In my last blog post I wrote about problems with common web server stress tests. Even though I wanted to talk about KVM vs. hardware setups, it seams that most of that post is related to comparing apache and lighttpd. Since I didn’t do proper testing of lighttpd and apache, I’ve decided to do that now. I’ve tested performance of these two when delivering static content (html, jpegs, gifs, docs, etc…).
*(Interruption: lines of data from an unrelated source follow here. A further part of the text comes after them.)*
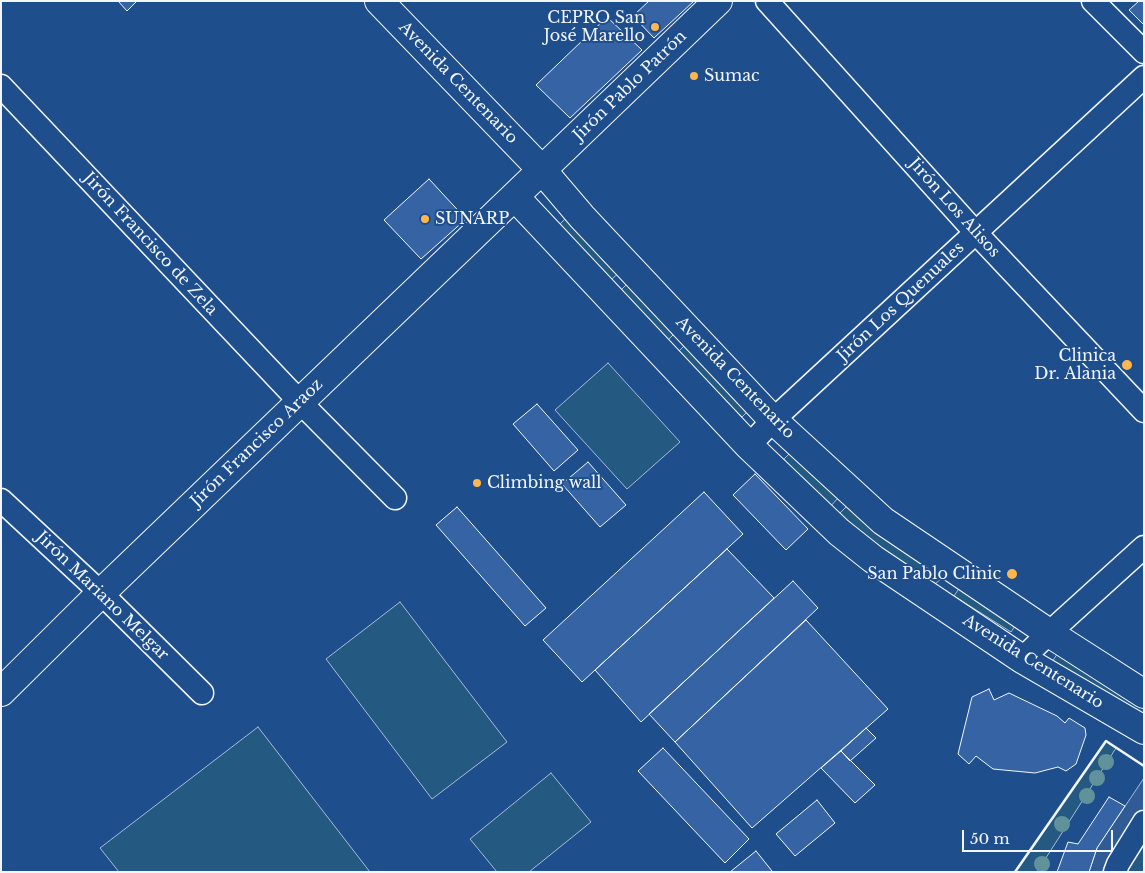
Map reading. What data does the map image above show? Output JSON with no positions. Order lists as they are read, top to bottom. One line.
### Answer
{"streets":{"main road":["Avenida Centenario","Jirón Pablo Patrón","Jirón Francisco Araoz"],"street":["Jirón Los Alisos","Jirón Francisco de Zela","Jirón Los Quenuales","Jirón Mariano Melgar"]},"crossings":[["Avenida Centenario","Jirón Pablo Patrón"],["Avenida Centenario","Jirón Los Quenuales"],["Avenida Centenario","Jirón Francisco Araoz"],["Jirón Pablo Patrón","Jirón Francisco Araoz"],["Jirón Los Alisos","Jirón Los Quenuales"],["Jirón Francisco de Zela","Jirón Francisco Araoz"],["Jirón Francisco Araoz","Jirón Mariano Melgar"]],"places":["CEPRO San José Marello","Sumac","SUNARP","Clinica Dr. Alania","Climbing wall","San Pablo Clinic"],"scale_bar":"50 m"}
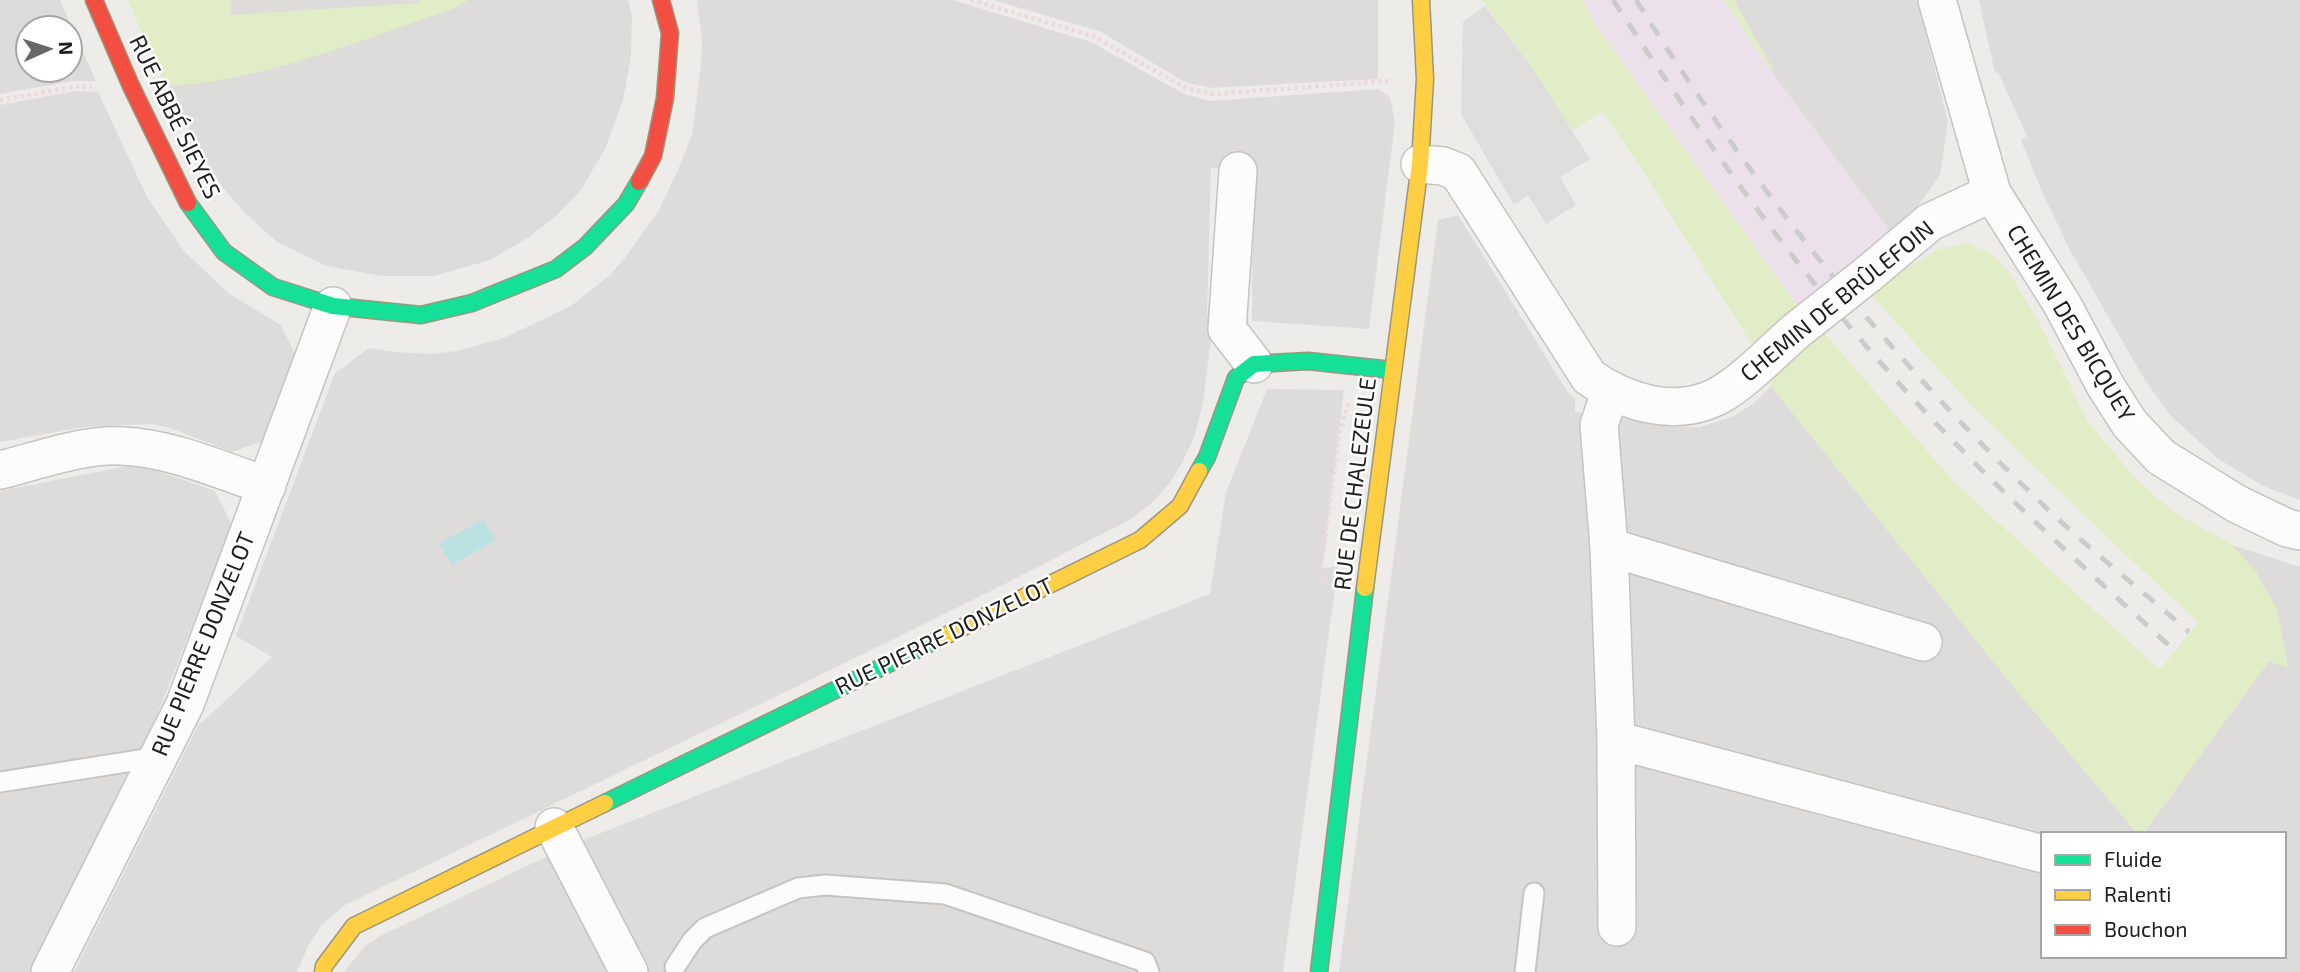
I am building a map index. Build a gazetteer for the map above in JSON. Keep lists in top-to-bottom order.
{
  "streets": {
    "street": [
      "RUE ABBÉ SIEYES",
      "CHEMIN DE BRÛLEFOIN",
      "CHEMIN DES BICQUEY",
      "RUE DE CHALEZEULE",
      "RUE PIERRE DONZELOT"
    ]
  },
  "crossings": [
    ["RUE ABBÉ SIEYES", "RUE PIERRE DONZELOT"],
    ["CHEMIN DE BRÛLEFOIN", "CHEMIN DES BICQUEY"],
    ["CHEMIN DE BRÛLEFOIN", "RUE DE CHALEZEULE"]
  ],
  "legend": ["Fluide", "Ralenti", "Bouchon"],
  "north": "right"
}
For start, let me introduce you to a hardware and software used. It’s a Dell PowerEdge T300 with Intel Xeon Quad Core X3323 processor and 6GB of RAM. Disks are in software mirror, but that’s not relevant for this test. Operating system used is Ubuntu 9.04 (still unreleased), 64bit version. Version of lighttpd in Ubuntu 9.04 is 1.4.19, while apache is 2.2.11. Tools used for testing were ab and siege. All software was acquired from Ubuntu repositories for 9.04, with no configuration changes (other than those mentioned in text). I did 6 tests with siege for every setup, removed the worst and the best score and calculated average on remaining four. With ab I did just one test, since those tests are, IMO, flawed anyway (ab by it self isn’t flawed, it’s just misued by lots of people).
AB
For my first test, I disabled three cores, so that I could simulate tests which most people do. In my last blog I explained why I consider them flawed. Seriously flawed. So, for first test I started ‘ab -n 10000 -c 25 http://localhost/index.htm’. index.htm is very simple file, size of 4KB. I used plain default configuration for lighttpd and apache2-mpm-prefork. Results are favoring lighttpd:
While these tests, IMO, don’t mean a thing, I went with a flow and did the same test with all four cores. For that test, I had to tweak lighttpd’s configuration. As mentioned at lighttpd’s wiki, lighttpd doesn’t like SMP very much. Among problems mentioned on this site, idea of corrupting access logs was horrible. Since this was testing anyway, I didn’t care about that, and access logs weren’t corrupted in the end. I’ve also did more tweaking, according to performance docs. So, finally, I added:
server.max-keep-alive-requests = 4
server.max-keep-alive-idle = 4
server.event-handler = “linux-sysepoll”
server.network-backend = “linux-sendfile”
server.max-fds = 2048
server.stat-cache-engine = “simple”
server.max-worker = 8
to lighttpd’s configuration. Next, for Apache, I’ve enabled disk_cache module, just to level it with lighttpd, which does caching by default. Since Apache scales on SMP by default, no other changes were made to its configuration. I’ve also tested Apache Worker MPM. The test again showed that lighttpd is faster in serving 10000 copies of the same file:

SIEGE
When you are noticing problems with your current web server setup, it’s wise to have some statistical data of most visited sites. With that data you can create a list of URLs which you’ll use for testing your new setup. So, if index.htm is 20% of requests on your site, you’ll create a file that will have index.htm as 20% of its content. It’s also good to have some tool for testing which will randomize requests - I use siege for that. URLs in these file, in my test, were from couple of bytes to 0,25MB). In the absence of the gigabit switch, I used localhost for testing (most people do tests that way, even though that’s wrong, but let’s go with a flow). Again I removed three cores from my system and removed SMP tweaking in lighttpd. Results are:
As you can see, Apache worker with cache in memory is slower then lighttpd and Apache worker with cache on disk. I must admit, I wasn’t expecting that. Even Apache worker (without cache at all) is faster than Apache worker with cache in memory. But, let’s leave worker/mem in the dust, where it belongs. Even the fact that Apache delivered more requests per second than lighttpd isn’t quite important here. What’s really important isn’t shown in this graph, but in a ODS with raw data. Lighttpd didn’t finish single test. After ~40 seconds it just gave up serving content. I still haven’t figured out why this happens. But, anyway, I used the data collected while it was serving content.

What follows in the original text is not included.